Таня
На обратном пути Холмогорова была задумчива, молчалива. Сосредоточенно глядела в окошко, рта не раскрывала. Таня на рожон тоже не лезла, расслаблялась спокойненько на кожаном сиденье «Мерседеса». Захочет хозяйка начать работу – сама скажет.
Но уже и из Сочи выехали, и с шоссе на Красную Долину повернули, а шефиня все молчала. И только когда водитель выдвинулся в левый ряд и набрал приличную скорость, вдруг вскинулась:
– Три часа... а я не обедала.
– Можно остановиться в Красной Долине, – предложила Нелли. – Там, говорят, очень неплохой ресторан открылся. С живой форелью.
Но Холмогорова лишь равнодушно плечом повела, буркнула:
– Некогда.
Велела водителю:
– У ларька останови.
А когда тот затормозил, приказала:
– Сбегай, чипсов купи. Водички. «Сникерс» какой-нибудь. Ну и себе, что хочешь.

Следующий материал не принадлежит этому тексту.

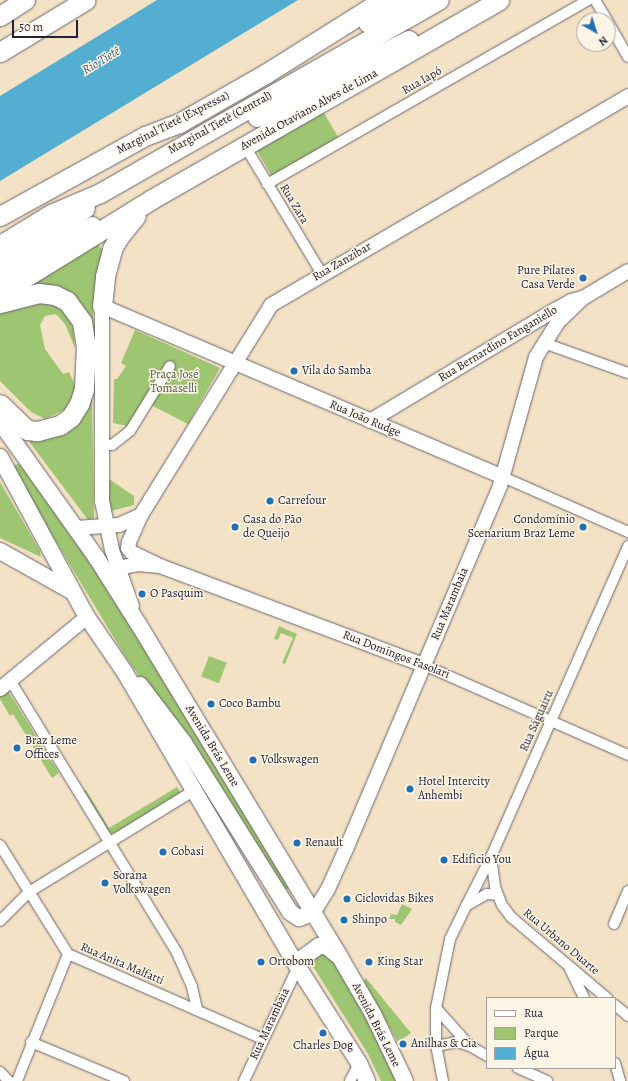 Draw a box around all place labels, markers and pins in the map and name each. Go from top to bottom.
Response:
place label: Pure Pilates Casa Verde [517,264,575,292]
marker: Pure Pilates Casa Verde [578,273,588,283]
place label: Vila do Samba [302,364,371,378]
marker: Vila do Samba [289,366,299,376]
place label: Carrefour [278,494,326,508]
marker: Carrefour [265,496,275,506]
place label: Casa do Pão de Queijo [243,513,302,541]
place label: Condomínio Scenarium Braz Leme [468,513,575,541]
marker: Casa do Pão de Queijo [230,522,240,532]
marker: Condomínio Scenarium Braz Leme [578,522,588,532]
place label: O Pasquim [150,587,204,601]
marker: O Pasquim [137,589,147,599]
place label: Coco Bambu [219,697,281,711]
marker: Coco Bambu [206,699,216,709]
place label: Braz Leme Offices [25,734,77,762]
marker: Braz Leme Offices [12,743,22,753]
place label: Volkswagen [261,753,319,767]
marker: Volkswagen [248,755,258,765]
place label: Hotel Intercity Anhembi [418,775,490,803]
marker: Hotel Intercity Anhembi [405,784,415,794]
place label: Renault [305,836,343,850]
marker: Renault [292,838,302,848]
place label: Cobasi [171,845,204,859]
marker: Cobasi [158,847,168,857]
place label: Edifício You [452,853,511,867]
marker: Edifício You [439,855,449,865]
place label: Sorana Volkswagen [113,869,171,897]
marker: Sorana Volkswagen [100,878,110,888]
place label: Ciclovidas Bikes [355,892,434,906]
marker: Ciclovidas Bikes [342,894,352,904]
place label: Shinpo [352,913,387,927]
marker: Shinpo [339,915,349,925]
place label: Ortobom [269,955,314,969]
place label: King Star [377,955,423,969]
marker: Ortobom [256,957,266,967]
marker: King Star [364,957,374,967]
marker: Charles Dog [318,1028,328,1038]
place label: Anilhas & Cia [411,1037,477,1051]
place label: Charles Dog [293,1039,353,1053]
marker: Anilhas & Cia [398,1039,408,1049]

«Вот это миллионерша! – восхитилась Таня. И тут же спросила себя: – Или просто на публику работает, передо мной рисуется? Вот, мол, какая я простая да деловая: на ходу чипсы из ларька жую...»
Только, похоже, Холмогорова совсем не позировала – просто проголодалась. В мгновение уничтожила стограммовый пакетик чипсов, с завидным аппетитом стала жевать «Сникерс». А когда утолила первый голод, подмигнула Тане:
– Помнишь, когда в ларьках первые «Сникерсы» появились?

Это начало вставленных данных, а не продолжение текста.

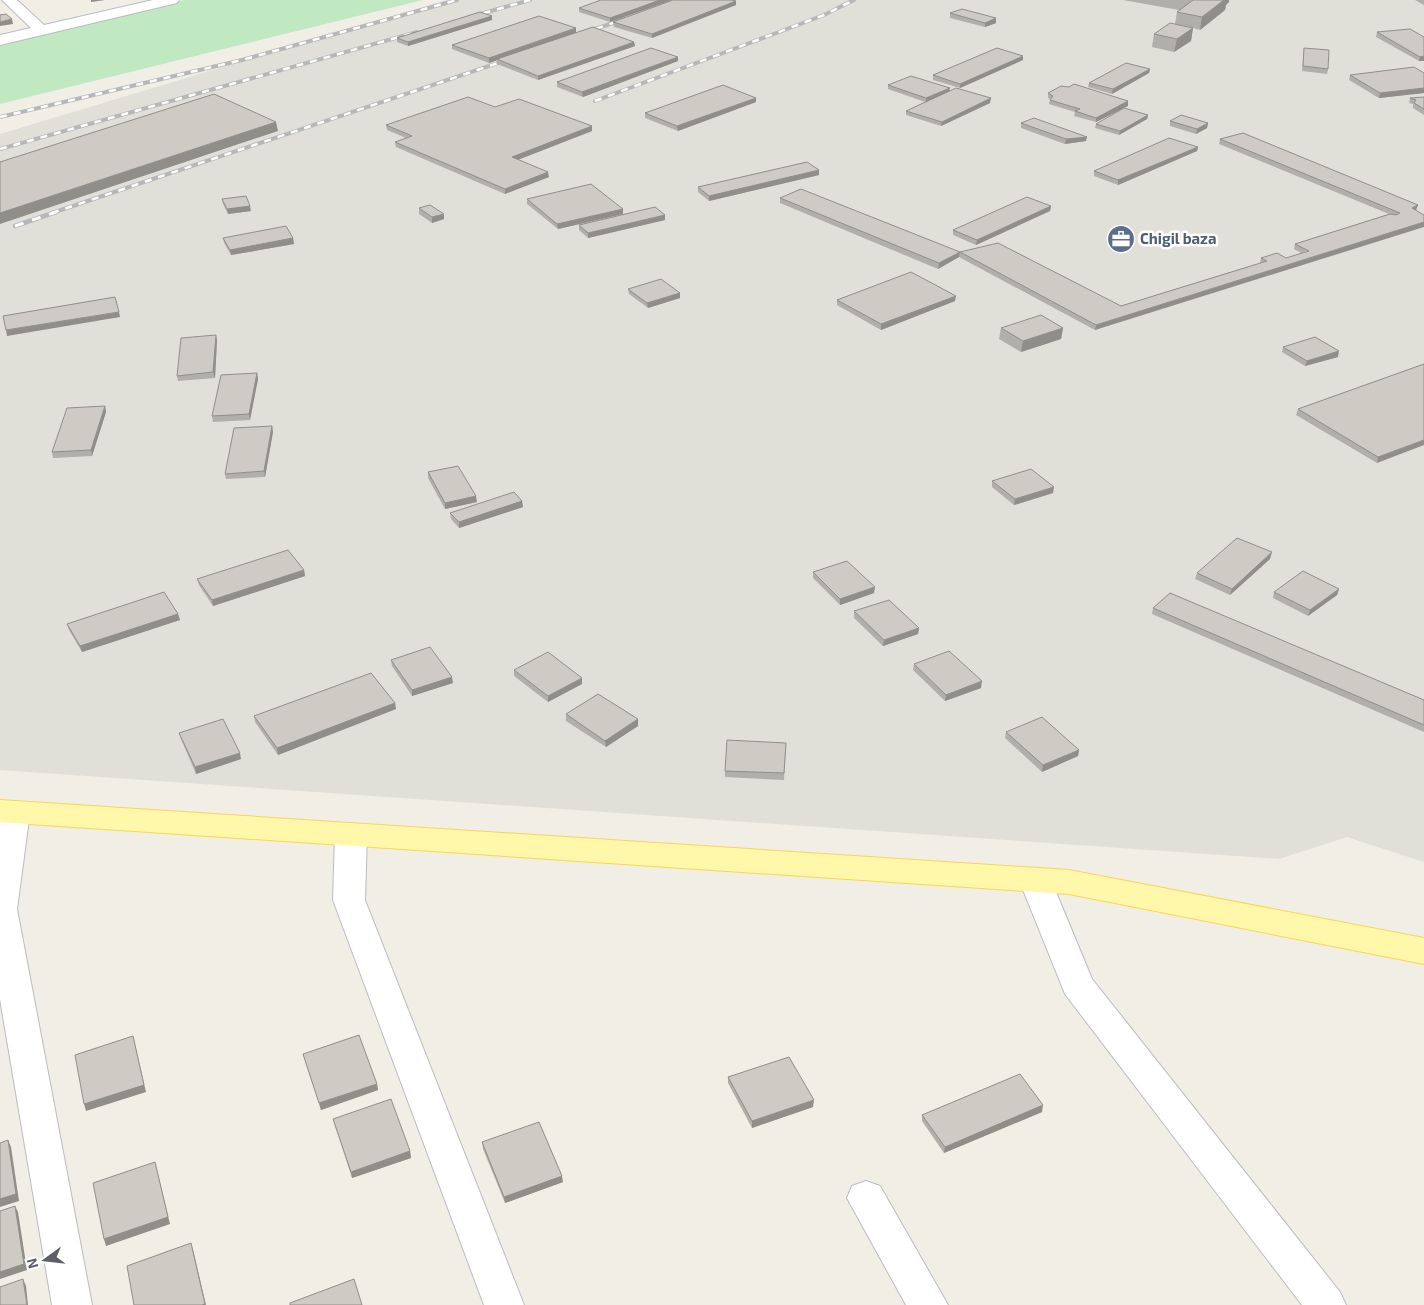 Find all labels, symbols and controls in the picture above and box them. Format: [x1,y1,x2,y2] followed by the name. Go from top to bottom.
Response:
[1106,224,1136,254] office icon: Chigil baza
[1140,229,1217,247] place label: Chigil baza
[20,1235,70,1285] north arrow
[22,1256,41,1271] text: N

– Кажется, в начале девяностых, – наморщила лоб Садовникова.
– Чуть раньше, в восьмидесятые. Стоили они тогда бешеных денег. Я студенткой была со стипендией в сороковник и только облизывалась на них... Хотя с конфетами у меня проблем не было. Особенно на Пасху... – Марина Евгеньевна мечтательно улыбнулась. И велела Татьяне: – Включай диктофон.
* * *
Абсолютно все дети и даже иные взрослые искренне верят: души умерших спускаются на землю и навещают места своего упокоения. Ведь если приходишь на кладбище и кладешь на могилу конфетку, потом сладость обязательно исчезает. А кто ее утаскивает, если не душа? Вот народ и старался. Редкие жлобы откупались грошовыми карамельками. А нормальные люди – и «Мишек» на могилы клали, и «Белочек», и даже цельные шоколадки.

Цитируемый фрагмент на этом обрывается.